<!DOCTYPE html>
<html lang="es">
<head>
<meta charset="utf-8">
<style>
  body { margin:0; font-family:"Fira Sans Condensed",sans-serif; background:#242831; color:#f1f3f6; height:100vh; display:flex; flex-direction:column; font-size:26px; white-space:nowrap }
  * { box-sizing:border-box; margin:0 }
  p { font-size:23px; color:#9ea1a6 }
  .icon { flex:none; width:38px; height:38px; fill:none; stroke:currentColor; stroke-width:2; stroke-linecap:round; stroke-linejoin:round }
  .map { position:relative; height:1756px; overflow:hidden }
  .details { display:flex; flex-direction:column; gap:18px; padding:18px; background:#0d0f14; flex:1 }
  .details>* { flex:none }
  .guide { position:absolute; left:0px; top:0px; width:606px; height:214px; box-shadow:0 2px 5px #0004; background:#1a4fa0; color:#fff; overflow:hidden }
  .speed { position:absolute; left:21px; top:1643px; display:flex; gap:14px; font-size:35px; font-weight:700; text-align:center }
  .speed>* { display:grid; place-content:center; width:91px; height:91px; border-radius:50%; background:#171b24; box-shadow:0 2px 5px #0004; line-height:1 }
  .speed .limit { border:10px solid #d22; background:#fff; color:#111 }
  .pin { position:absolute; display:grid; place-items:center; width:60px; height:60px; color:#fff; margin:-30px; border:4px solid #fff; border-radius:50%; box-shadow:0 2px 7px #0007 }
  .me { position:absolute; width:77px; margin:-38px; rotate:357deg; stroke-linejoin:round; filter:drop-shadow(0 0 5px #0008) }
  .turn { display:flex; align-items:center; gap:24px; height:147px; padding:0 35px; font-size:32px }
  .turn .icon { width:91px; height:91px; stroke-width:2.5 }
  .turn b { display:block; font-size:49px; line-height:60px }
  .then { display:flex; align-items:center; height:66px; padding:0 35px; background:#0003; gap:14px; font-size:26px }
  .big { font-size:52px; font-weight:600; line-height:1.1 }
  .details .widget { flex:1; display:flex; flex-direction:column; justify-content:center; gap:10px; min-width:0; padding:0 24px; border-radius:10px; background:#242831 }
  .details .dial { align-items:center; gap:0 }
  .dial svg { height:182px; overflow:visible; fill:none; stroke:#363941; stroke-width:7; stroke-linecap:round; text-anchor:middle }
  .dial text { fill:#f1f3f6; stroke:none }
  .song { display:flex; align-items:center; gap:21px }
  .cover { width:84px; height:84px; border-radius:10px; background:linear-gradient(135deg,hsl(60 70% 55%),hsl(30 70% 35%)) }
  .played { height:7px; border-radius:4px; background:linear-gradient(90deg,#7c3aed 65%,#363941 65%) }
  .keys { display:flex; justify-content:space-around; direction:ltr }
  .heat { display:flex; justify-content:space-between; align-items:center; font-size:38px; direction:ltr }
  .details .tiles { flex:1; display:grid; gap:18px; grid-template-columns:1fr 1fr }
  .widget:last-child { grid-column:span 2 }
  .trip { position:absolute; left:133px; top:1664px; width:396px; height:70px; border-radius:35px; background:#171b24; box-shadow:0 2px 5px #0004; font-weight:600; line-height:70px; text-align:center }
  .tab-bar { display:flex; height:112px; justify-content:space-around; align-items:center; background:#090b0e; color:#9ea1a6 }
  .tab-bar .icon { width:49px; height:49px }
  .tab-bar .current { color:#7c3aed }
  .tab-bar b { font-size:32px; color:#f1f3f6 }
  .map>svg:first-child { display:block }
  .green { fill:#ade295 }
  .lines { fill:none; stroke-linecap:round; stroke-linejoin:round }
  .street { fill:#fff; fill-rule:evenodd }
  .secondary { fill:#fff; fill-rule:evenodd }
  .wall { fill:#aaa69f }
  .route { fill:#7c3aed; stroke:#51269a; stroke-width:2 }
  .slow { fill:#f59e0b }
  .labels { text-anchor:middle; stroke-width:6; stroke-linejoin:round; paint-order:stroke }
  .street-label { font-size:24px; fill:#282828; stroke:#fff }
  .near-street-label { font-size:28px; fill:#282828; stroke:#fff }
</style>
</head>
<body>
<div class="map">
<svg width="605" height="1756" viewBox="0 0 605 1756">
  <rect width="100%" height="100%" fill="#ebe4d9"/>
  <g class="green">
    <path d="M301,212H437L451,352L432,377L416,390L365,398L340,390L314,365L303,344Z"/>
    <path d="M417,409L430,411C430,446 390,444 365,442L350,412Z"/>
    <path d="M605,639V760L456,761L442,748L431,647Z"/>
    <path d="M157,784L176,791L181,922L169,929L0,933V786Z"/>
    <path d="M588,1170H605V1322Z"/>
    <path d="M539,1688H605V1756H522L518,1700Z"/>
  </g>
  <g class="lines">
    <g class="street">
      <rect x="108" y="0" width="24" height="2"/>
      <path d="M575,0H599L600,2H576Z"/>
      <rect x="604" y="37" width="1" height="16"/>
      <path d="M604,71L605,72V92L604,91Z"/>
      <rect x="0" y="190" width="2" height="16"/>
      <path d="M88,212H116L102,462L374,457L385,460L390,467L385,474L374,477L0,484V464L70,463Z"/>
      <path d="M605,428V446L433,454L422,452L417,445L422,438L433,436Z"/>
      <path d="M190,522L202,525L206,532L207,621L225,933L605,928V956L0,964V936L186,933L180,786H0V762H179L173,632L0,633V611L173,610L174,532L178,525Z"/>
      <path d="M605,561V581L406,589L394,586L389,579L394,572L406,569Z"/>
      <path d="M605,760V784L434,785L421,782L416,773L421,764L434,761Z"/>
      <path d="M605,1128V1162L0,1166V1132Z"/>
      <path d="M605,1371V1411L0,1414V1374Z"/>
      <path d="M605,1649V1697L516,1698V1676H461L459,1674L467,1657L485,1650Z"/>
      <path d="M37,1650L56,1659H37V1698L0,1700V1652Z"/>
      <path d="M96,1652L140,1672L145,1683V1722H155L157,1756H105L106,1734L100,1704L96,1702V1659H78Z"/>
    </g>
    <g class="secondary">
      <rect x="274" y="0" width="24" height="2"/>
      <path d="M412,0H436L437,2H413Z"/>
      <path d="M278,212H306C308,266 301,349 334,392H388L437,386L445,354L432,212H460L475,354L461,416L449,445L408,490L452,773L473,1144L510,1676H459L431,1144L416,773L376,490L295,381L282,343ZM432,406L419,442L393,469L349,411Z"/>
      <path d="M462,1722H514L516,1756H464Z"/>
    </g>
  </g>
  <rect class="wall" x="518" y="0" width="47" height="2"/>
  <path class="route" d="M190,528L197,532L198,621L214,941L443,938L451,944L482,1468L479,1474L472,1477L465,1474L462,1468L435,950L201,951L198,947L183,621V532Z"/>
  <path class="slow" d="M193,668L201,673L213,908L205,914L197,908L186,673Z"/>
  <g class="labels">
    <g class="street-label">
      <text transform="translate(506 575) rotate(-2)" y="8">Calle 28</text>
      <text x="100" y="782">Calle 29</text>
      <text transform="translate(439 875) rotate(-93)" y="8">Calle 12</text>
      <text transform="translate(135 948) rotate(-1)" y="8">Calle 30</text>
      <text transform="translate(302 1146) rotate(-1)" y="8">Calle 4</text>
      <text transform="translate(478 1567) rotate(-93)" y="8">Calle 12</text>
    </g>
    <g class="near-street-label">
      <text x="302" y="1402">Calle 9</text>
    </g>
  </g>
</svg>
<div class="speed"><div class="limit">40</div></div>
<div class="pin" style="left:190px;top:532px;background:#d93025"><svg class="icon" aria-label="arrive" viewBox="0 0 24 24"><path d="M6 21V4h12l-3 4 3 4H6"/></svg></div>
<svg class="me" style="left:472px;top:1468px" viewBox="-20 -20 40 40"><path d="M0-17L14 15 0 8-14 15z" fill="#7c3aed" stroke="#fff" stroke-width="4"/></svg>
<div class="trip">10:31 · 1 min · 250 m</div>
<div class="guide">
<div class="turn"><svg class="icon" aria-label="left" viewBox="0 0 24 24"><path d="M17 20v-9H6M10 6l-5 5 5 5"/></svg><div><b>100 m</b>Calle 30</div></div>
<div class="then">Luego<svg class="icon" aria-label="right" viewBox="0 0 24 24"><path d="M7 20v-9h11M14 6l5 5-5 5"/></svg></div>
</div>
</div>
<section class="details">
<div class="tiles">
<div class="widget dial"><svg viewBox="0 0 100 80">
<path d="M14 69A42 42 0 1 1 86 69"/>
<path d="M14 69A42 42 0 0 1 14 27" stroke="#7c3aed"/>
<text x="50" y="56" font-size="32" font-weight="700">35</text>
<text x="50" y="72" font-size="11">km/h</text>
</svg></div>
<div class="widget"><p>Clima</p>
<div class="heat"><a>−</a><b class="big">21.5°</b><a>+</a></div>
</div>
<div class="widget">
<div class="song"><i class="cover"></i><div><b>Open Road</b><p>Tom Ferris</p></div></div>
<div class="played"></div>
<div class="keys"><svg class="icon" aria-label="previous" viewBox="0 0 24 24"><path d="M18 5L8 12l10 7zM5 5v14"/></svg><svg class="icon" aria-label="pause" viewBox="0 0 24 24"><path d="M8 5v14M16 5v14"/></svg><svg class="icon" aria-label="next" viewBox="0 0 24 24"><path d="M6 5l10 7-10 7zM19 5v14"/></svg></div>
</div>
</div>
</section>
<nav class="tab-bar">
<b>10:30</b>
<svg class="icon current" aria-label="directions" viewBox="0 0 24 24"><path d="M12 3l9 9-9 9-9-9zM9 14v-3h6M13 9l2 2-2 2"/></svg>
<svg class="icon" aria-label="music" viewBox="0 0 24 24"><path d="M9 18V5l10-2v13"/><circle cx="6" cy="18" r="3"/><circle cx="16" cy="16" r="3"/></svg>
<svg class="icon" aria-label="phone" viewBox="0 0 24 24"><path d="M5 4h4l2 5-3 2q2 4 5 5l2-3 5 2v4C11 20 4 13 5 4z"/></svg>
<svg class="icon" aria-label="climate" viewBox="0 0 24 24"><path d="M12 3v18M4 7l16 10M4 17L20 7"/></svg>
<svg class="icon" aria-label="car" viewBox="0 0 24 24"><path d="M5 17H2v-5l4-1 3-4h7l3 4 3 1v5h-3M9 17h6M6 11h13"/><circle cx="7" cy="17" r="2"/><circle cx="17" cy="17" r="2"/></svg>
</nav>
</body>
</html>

=====

◆ What to do ◆
Scan the lines above for "position:absolute; display:grid; place-items:center;" and for "position:absolute; width:77px; margin:-38px;". Repeat exactly the line holding each of them and every line in between.

◆ Output below ◆
  .pin { position:absolute; display:grid; place-items:center; width:60px; height:60px; color:#fff; margin:-30px; border:4px solid #fff; border-radius:50%; box-shadow:0 2px 7px #0007 }
  .me { position:absolute; width:77px; margin:-38px; rotate:357deg; stroke-linejoin:round; filter:drop-shadow(0 0 5px #0008) }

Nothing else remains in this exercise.